How The Rijksmuseum, National Gallery, And Smithsonian Are Putting Digital Images Online

The New York Times takes a fascinating look at the ways a number of prominent museums are handling the question of how to digitize and make available their collections for public use, balancing the importance of public access against copyright, the need to preserve revenue from merchandise and reproductions:

The [Rijksmuseum], whose collection includes masterpieces by Rembrandt, Vermeer, Mondrian and van Gogh, has already made images of 125,000 of its works available through Rijksstudio, an interactive section of its Web site. The staff’s goal is to add 40,000 images a year until the entire collection of one million artworks spanning eight centuries is available, said Taco Dibbits, the director of collections at the Rijksmuseum…

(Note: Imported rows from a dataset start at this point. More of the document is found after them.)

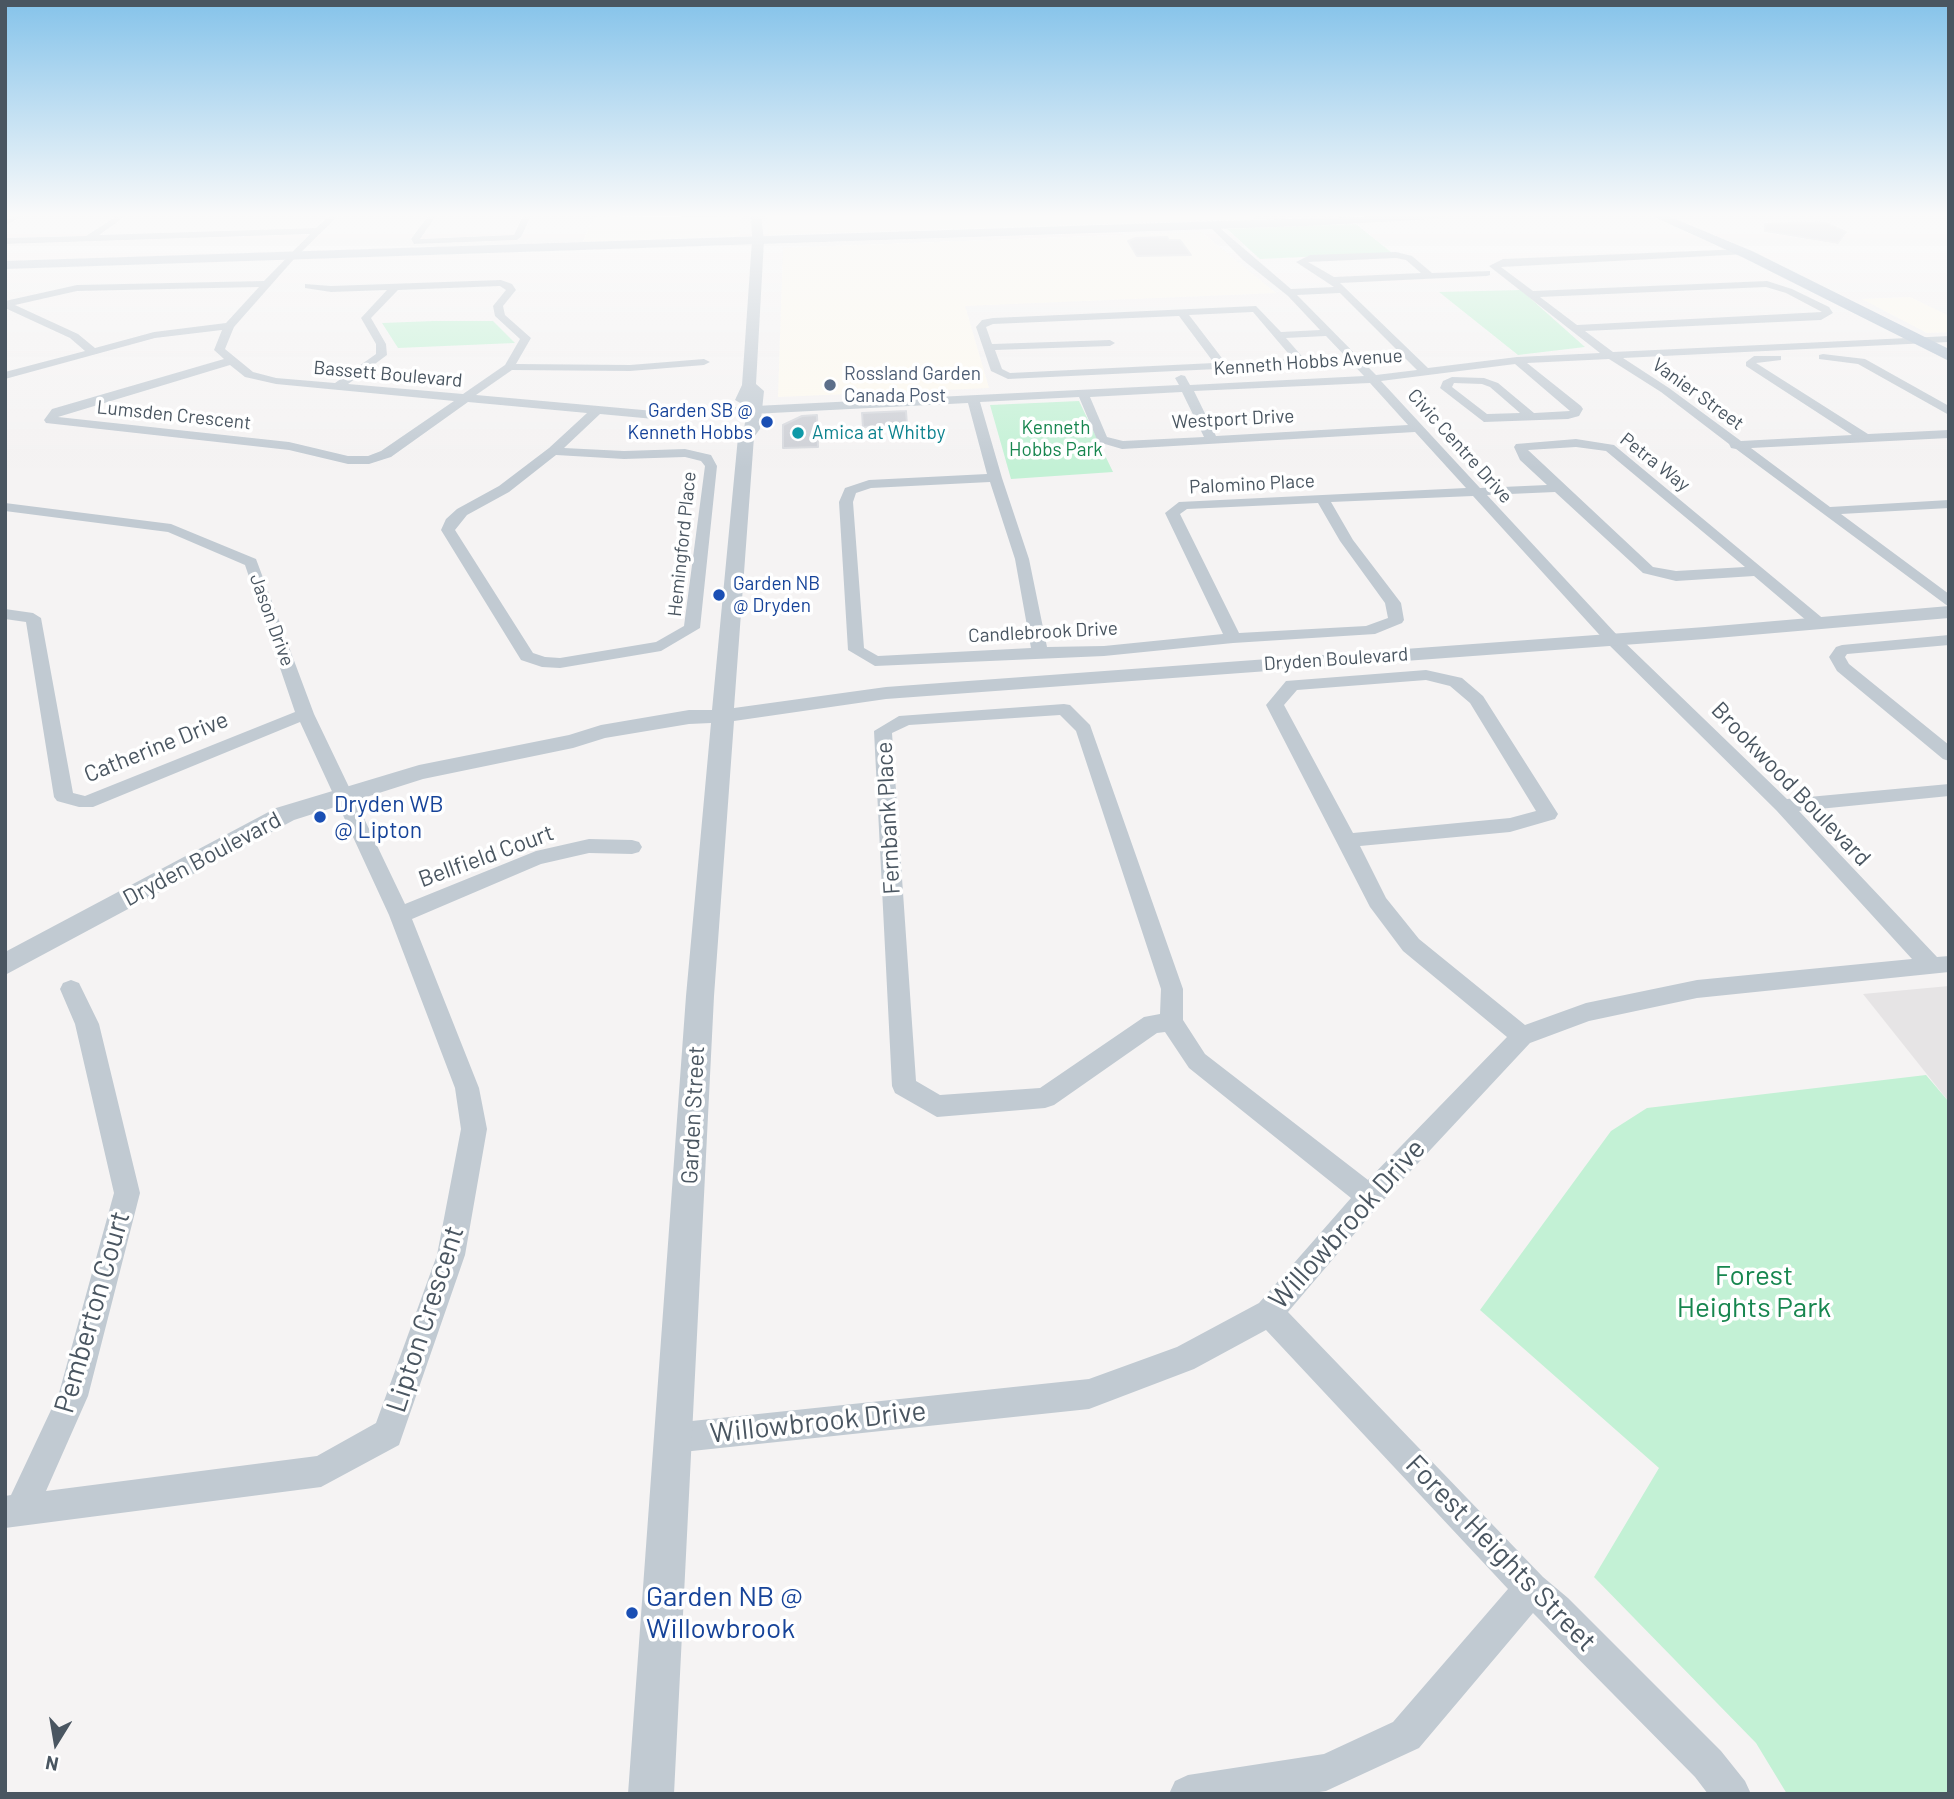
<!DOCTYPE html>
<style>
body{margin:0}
#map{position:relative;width:1954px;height:1799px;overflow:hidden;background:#f5f3f3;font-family:Barlow,sans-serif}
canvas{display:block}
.frame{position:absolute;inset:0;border:7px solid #4a5661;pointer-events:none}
.north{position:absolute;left:21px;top:1708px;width:70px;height:70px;-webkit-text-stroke:5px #fff;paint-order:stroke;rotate:191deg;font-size:19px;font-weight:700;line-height:28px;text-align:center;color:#4a5661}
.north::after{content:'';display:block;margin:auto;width:24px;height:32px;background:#4a5661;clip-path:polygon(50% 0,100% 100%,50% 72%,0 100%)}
</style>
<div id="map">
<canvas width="1954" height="1799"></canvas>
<div class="frame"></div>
<div class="north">N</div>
</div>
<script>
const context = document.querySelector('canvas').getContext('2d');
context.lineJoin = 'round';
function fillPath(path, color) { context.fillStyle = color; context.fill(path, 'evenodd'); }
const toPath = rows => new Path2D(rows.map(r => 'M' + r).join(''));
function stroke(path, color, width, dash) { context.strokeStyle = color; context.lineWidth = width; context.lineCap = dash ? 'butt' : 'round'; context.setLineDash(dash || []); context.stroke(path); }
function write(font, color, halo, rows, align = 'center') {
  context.font = font + ' Barlow,sans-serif'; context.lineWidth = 7; context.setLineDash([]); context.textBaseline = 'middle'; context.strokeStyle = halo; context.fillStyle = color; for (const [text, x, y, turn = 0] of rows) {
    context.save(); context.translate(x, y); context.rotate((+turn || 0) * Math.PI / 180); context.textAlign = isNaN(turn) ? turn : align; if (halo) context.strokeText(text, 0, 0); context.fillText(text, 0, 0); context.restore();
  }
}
fillPath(toPath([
 [741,216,739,236,583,242,594,217],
 [768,216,1252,216,1254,219,768,235],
 [1201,232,1276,293,965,306,989,388,778,397,783,248],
 [1910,297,1949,316,1949,332,1927,333,1862,299]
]), '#fdf9ef');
fillPath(toPath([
 [1949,986,1949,1102,1863,994]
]), '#e6e4e5');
fillPath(toPath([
 [1356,224,1392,253,1260,259,1227,229],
 [1521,290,1585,347,1518,355,1439,292],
 [433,321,493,321,515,343,398,348,382,323],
 [1079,401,1113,472,1011,479,990,405],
 [1926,1075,1949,1102,1949,1794,1787,1794,1756,1743,1594,1577,1659,1468,1480,1310,1611,1131,1647,1108]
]), '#c3f1d5');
const building = toPath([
 [1815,222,1826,223,1846,232,1838,243,1765,231,1765,224,1815,222],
 [1167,237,1169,240,1180,240,1191,255,1137,256,1128,241,1136,238,1167,237],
 [906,411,907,425,863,427,862,413,906,411],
 [817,415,818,447,783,448,783,425,802,416,817,415]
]);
fillPath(building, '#cdcfd5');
stroke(building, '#d7d9de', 2);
fillPath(toPath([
 [13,216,24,216,5,225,5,220,13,216],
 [117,216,126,216,99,235,316,228,329,216,338,216,294,259,234,327,225,349,253,372,276,378,335,383,376,354,376,344,361,318,387,290,331,292,305,288,305,284,331,286,501,280,512,284,516,290,503,306,505,315,531,338,516,364,630,365,704,359,710,362,704,365,630,371,512,370,476,395,654,411,1179,385,1175,378,1181,375,1185,376,1190,385,1364,376,1326,336,1286,338,1307,362,1301,365,1008,379,991,371,976,327,982,320,993,318,1256,306,1281,332,1320,330,1288,296,1243,260,1211,228,1214,223,1291,289,1334,287,1296,262,1310,255,1396,252,1412,256,1432,273,1490,271,1490,275,1487,276,1340,283,1428,368,1517,357,1600,353,1489,266,1503,259,1744,249,1749,252,1747,254,1501,267,1533,291,1767,281,1792,289,1829,307,1833,313,1821,320,1585,331,1613,352,1949,336,1949,342,1623,358,1669,388,1741,441,1852,435,1746,366,1746,362,1754,356,1781,356,1781,360,1756,363,1868,434,1949,430,1949,438,1751,448,1830,507,1949,500,1949,508,1841,514,1949,594,1949,607,1736,449,1731,448,1729,444,1661,392,1609,359,1527,363,1581,406,1583,409,1579,416,1568,419,1484,422,1440,388,1443,381,1452,377,1484,378,1498,383,1534,413,1570,411,1515,364,1381,381,1480,488,1547,485,1520,460,1514,447,1516,444,1576,439,1614,445,1826,621,1828,624,1826,627,1814,627,1754,576,1676,581,1643,573,1555,492,1487,495,1618,636,1787,799,1949,784,1949,796,1799,811,1937,957,1949,956,1949,972,1697,998,1589,1021,1530,1043,1378,1206,1288,1312,1543,1577,1568,1598,1721,1751,1745,1781,1751,1794,1708,1794,1695,1777,1533,1613,1419,1748,1326,1791,1306,1794,1169,1794,1175,1781,1188,1775,1324,1754,1393,1722,1508,1589,1266,1330,1194,1369,1089,1409,673,1453,662,1449,658,1438,662,1427,673,1423,1089,1379,1177,1347,1259,1303,1351,1198,1189,1068,1165,1032,1157,1033,1054,1105,1045,1108,937,1117,895,1093,892,1086,874,731,899,716,1064,704,1070,705,1090,725,1183,989,1183,1020,1205,1054,1368,1180,1507,1037,1403,951,1370,907,1266,705,1286,681,1426,670,1462,678,1483,696,1558,814,1555,819,1510,832,1360,846,1386,898,1419,939,1525,1025,1586,1003,1697,980,1912,959,1776,810,1606,642,1473,496,1331,502,1353,540,1401,603,1404,620,1402,623,1375,634,1233,643,1104,656,875,666,848,650,839,502,845,488,869,480,987,474,968,403,654,419,600,414,564,448,624,451,685,449,711,455,717,466,700,628,661,651,560,668,542,667,521,660,441,530,446,519,457,509,499,486,549,448,587,413,468,402,391,457,369,464,348,464,289,450,46,423,44,420,52,409,224,359,214,350,222,330,155,338,5,379,5,372,85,351,70,338,5,308,5,301,77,285,264,281,310,234,5,244,5,238,86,236,117,216],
 [1396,258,1406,260,1421,273,1334,277,1308,262,1396,258],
 [500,286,506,290,493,306,495,316,520,339,505,365,463,394,348,384,387,355,386,344,371,318,398,290,500,286],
 [259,287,226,323,154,332,95,348,78,334,15,305,77,291,259,287],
 [1766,287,1786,293,1822,312,1577,325,1540,297,1766,287],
 [1340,293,1417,370,1376,375,1297,295,1340,293],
 [1253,312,1293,359,1225,362,1189,315,1253,312],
 [1179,316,1214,363,1010,373,1002,369,995,350,1110,346,1115,343,1110,340,992,344,986,327,993,324,1179,316],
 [230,365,245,377,276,384,454,401,381,451,368,456,348,456,289,442,58,417,230,365],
 [1370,383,1408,425,1216,436,1194,391,1370,383],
 [1454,383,1482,384,1490,387,1520,413,1487,414,1452,387,1454,383],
 [1182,392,1204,437,1123,441,1107,437,1090,397,1182,392],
 [1079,397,1098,442,1122,449,1415,432,1466,488,1179,502,1165,513,1223,634,1104,646,1047,647,1029,559,1002,478,980,402,1079,397],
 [1576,447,1606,451,1745,567,1676,571,1653,567,1528,450,1576,447],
 [556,455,624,459,685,457,701,461,705,466,684,626,656,642,560,658,545,657,533,653,455,530,467,515,509,492,556,455],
 [990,482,1015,559,1031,648,878,656,864,648,853,502,856,493,871,488,990,482],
 [1318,503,1340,541,1385,603,1388,618,1366,626,1239,633,1180,514,1187,509,1318,503],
 [1426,680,1450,686,1470,703,1536,811,1510,818,1353,833,1284,705,1297,690,1426,680],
 [1060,715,1076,731,1161,989,1160,1014,1144,1017,1040,1088,940,1095,916,1081,892,733,909,725,1060,715],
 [428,216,436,216,420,239,514,235,523,216,531,216,521,237,517,240,414,244,411,239,428,216],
 [1823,354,1865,359,1949,406,1949,415,1858,364,1819,359,1819,355,1823,354],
 [5,503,171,524,256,559,314,714,405,904,536,851,589,839,632,840,639,842,642,847,639,852,632,854,589,853,541,864,412,919,479,1088,487,1129,465,1255,399,1445,321,1487,5,1528,5,1496,11,1495,59,1393,114,1193,75,1024,60,989,63,983,71,980,79,983,99,1024,140,1193,88,1396,46,1491,317,1456,376,1423,437,1255,461,1129,455,1088,389,915,300,722,93,807,79,807,57,801,54,797,26,622,5,619,5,609,33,613,41,618,73,793,85,796,295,712,245,565,168,532,5,511,5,503],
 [1949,635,1949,645,1847,654,1845,657,1849,664,1949,745,1949,761,1943,759,1837,671,1829,657,1836,647,1842,645,1949,635]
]), '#c1cad2');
fillPath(toPath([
 [751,216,761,216,764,240,756,384,764,391,760,429,754,437,734,708,886,687,1705,627,1949,606,1949,618,1705,639,886,699,734,721,714,996,674,1794,628,1794,686,996,711,723,689,724,605,738,573,748,423,779,294,820,5,975,5,952,276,808,419,765,569,735,601,725,689,710,712,710,738,437,744,429,748,402,742,404,735,400,742,385,752,240,751,216]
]), '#c1cad2');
fillPath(toPath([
 [1376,216,1442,216,1436,219,1306,226,5,269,5,261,1376,216]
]), '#c1cbd6');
fillPath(toPath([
 [1652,216,1668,216,1752,251,1949,349,1949,361,1742,257,1652,216]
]), '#b3c2d1');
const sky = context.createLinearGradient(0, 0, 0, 468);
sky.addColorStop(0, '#85c3ea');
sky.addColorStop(0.46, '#fafafa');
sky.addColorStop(1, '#fafafa00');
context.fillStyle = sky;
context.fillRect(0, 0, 1954, 468);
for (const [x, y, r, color] of [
 [830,385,7,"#5c6f8a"],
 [767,422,7,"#1a4fb4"],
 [798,433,7,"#0f9aa8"],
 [719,595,7,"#1a4fb4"],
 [320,817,7,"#1a4fb4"],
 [632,1613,7,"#1a4fb4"]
]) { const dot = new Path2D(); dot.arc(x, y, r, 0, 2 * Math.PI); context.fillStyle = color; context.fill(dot); stroke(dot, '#fff', 2.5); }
write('19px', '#4a5661', '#fff', [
 ["Kenneth Hobbs Avenue",1308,362,-4],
 ["Bassett Boulevard",388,374,5],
 ["Vanier Street",1698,394,36],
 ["Lumsden Crescent",174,415,6],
 ["Westport Drive",1233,419,-3],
 ["Civic Centre Drive",1460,446,48],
 ["Petra Way",1655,462,38],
 ["Palomino Place",1252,484,-3],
 ["Hemingford Place",682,544,-84],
 ["Jason Drive",272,620,70],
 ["Candlebrook Drive",1043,632,-3],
 ["Dryden Boulevard",1336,659,-4]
]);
write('19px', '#4e5e75', '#fff', [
 ["Rossland Garden",844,374],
 ["Canada Post",844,396]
], 'left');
write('19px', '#164399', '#fff', [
 ["Garden SB @",753,411],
 ["Kenneth Hobbs",753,433],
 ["Garden NB",733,584,"left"],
 ["@ Dryden",733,606,"left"]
], 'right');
write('19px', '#17864f', '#fff', [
 ["Kenneth",1056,428],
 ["Hobbs Park",1056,450]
]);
write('19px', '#0d838f', '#fff', [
 ["Amica at Whitby",812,433]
], 'left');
write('23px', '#4a5661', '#fff', [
 ["Catherine Drive",156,747,-22],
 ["Brookwood Boulevard",1791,784,46],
 ["Fernbank Place",888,818,-93],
 ["Bellfield Court",486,856,-20],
 ["Dryden Boulevard",202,859,-28],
 ["Garden Street",693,1115,-87]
]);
write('23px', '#164399', '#fff', [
 ["Dryden WB",334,804],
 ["@ Lipton",334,830]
], 'left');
write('28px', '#4a5661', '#fff', [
 ["Willowbrook Drive",1347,1224,-48],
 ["Pemberton Court",92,1312,-74],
 ["Lipton Crescent",425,1319,-72],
 ["Willowbrook Drive",818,1422,-6],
 ["Forest Heights Street",1501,1553,46]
]);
write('28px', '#17864f', '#fff', [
 ["Forest",1754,1276],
 ["Heights Park",1754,1308]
]);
write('28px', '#164399', '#fff', [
 ["Garden NB @",646,1597],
 ["Willowbrook",646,1629]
], 'left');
</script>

At the National Gallery in London, the collection of 2,500 artworks has been digitized and made available for academic purposes, but the museum has not provided free downloads. “Everyone understands that open access is the way to go, but organizations are in different places, and we’re facing a conflicting set of challenges,” said Charlotte Sexton, the head of digital media at the museum. “On the one hand, museums are still making money from the sale of images. That income, though, has been decreasing. You have that commercial concern butting up against this desire to go for free access.”

The Smithsonian Institution in Washington has 137 million works in its coffers and has chosen 14 million of those for digitization, said a spokeswoman, Linda St. Thomas. It has made about 860,500 images, video clips, sound files, electronic journals and other resources available online, but the images of artworks are all low resolution — again, to discourage commercial use.

To a certain extent when it comes to simple attendance, museums and movie theaters face similar challenges in the digital age. Every movie I’ve been to recently has included a trailer—often for an action movie like Live Free Or Die Hard or Fast and Furious Six—that shrinks towards the end from the full screen down to the size of a television or computer screen to make the argument that much of the experience is lost if you watch the movie at home rather than in a cinema. Museums can make a similar argument on any number of levels, whether that a massive piece like Pablo Picasso’s Spanish Civil War lament “Guernica” demands to be seen and experienced in person, that even high-quality digital reproduction can’t capture the real texture of brushstrokes, and, the killer app, that it’s one thing to see individual works reproduced online, and another to see them in the context of each other in a curated gallery. There’s no question that digital reproduction poses a challenge to all sorts of lines of business for museums. But the industry is perhaps fortunate in that its core product, visits to its galleries, doesn’t seem to face the competition from digital reproduction that movie theaters clearly feel from digital distributors like Netflix and Amazon.